Top 11 Halloween costumes for men - Western Mass News - WGGB/WSHM

Top 11 Halloween costumes for men

Updated: Oct 7, 2011 10:56 AM EDT
If you're looking to find your better half this Halloween, you're going to need a great costume. (©Ryan McVay/Lifesize/Thinkstock) If you're looking to find your better half this Halloween, you're going to need a great costume. (©Ryan McVay/Lifesize/Thinkstock)
By Alyson Sheppard
From Style + Tech For Men

It's been said, but not documented, that Halloween is the second most popular night to hook up, behind New Year's Eve.
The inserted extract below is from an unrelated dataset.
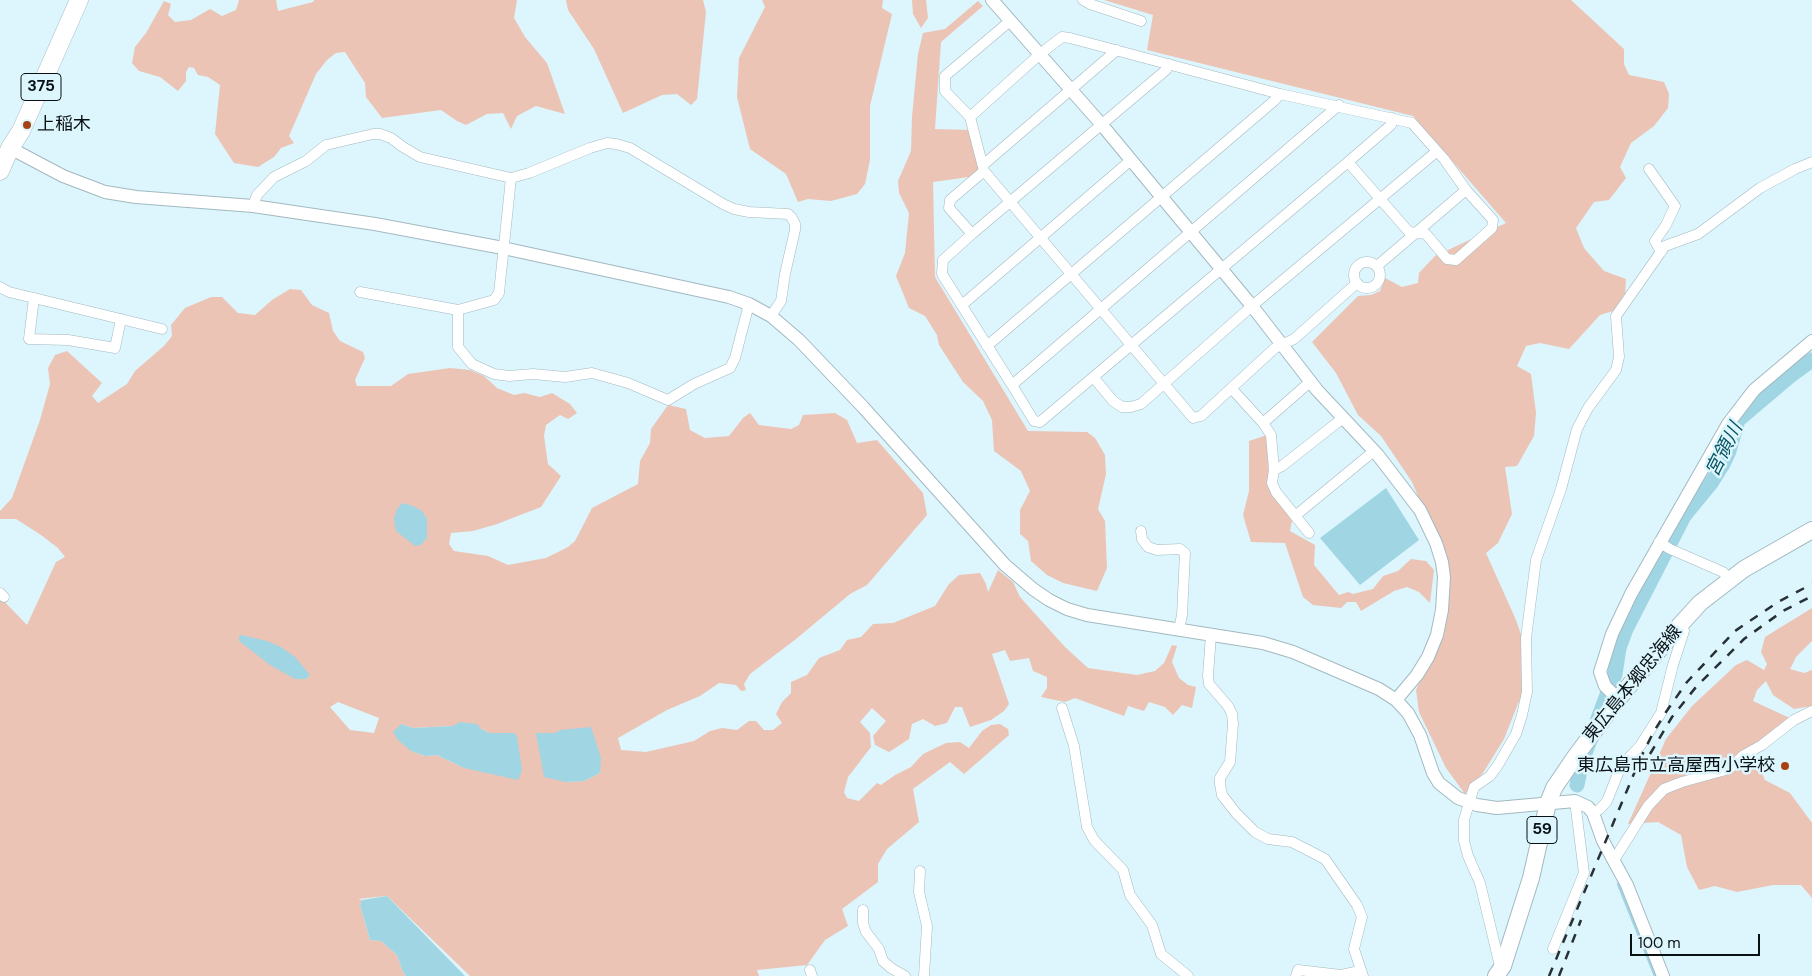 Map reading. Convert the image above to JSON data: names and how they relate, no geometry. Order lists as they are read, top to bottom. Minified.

So fellas, you better look your best this year. That means not showing up to the big party in the same outfit as three other guys (like you did last year). To help, here are 11 unique yet cool costumes that are sure to help you take home the prize… the Best Dressed prize, of course.

Ballpark Beer Vendor

"Beer Here!" Be the guy  every parched sports fan loves to see coming down the aisle during a ballgame. Costume includes everything you need (a bright yellow shirt, spill apron, baseball cap, and vendor tray with suspenders), except for the beer and can opener. Unexpected plus: You have a place to carry your suds and hers. Classy.

Cost: $44.99

Brother Droog

The ultraviolent, creepy gang members Stanley Kubrick envisioned in his cult classic A Clockwork Orange are easy to replicate, yet still impressive to pull off. And if someone else wears the same costume, you can act like he's one of your boys.

Cost: $80

Invisible Dog Walker

A good costume, like good comedy, is all about delivery. Walking one invisible dog is kind of lame. But being yanked and dragged by five will definitely get you noticed. Plus, you can bump into that hottie without seeming like a perv. And all you have to do is buy the plastic bags, leashes and fake dog poop. The rest of the uniform is in your closet.

Cost: Approximately $40

Plug and Socket

Bring your own voltage to October 31 by dressing up as an electrical cord. Wear the foam plug  -- complete with shiny prongs and a long cord (love the innuendo) -- around your waist and spend the rest of the night chasing the socket-half of this costume… or looking for another hot outlet you can plug into.

Cost: $39


It takes more than 30 months of hardcore training -- torturous physical exercises, weapons proficiency tests, explosives mastery classes, paradrop qualifying, etc. -- to become a U.S. Navy SEAL. Luckily, on Halloween, all you need is face paint and a decent-looking uniform. Keep it tasteful; you never know if a real operator will be at the party with you.

Cost: $65

Don Draper

Don't even try to impersonate the dashing "Mad Men" headliner unless you have an impeccably tailored dark gray suit from Brooks Brothers. Get your hair quaffed and cut by a pro, and wear a starched white shirt, pocket handkerchief and slick tie. Complete the look with a cigarette and bottle of Canadian Club.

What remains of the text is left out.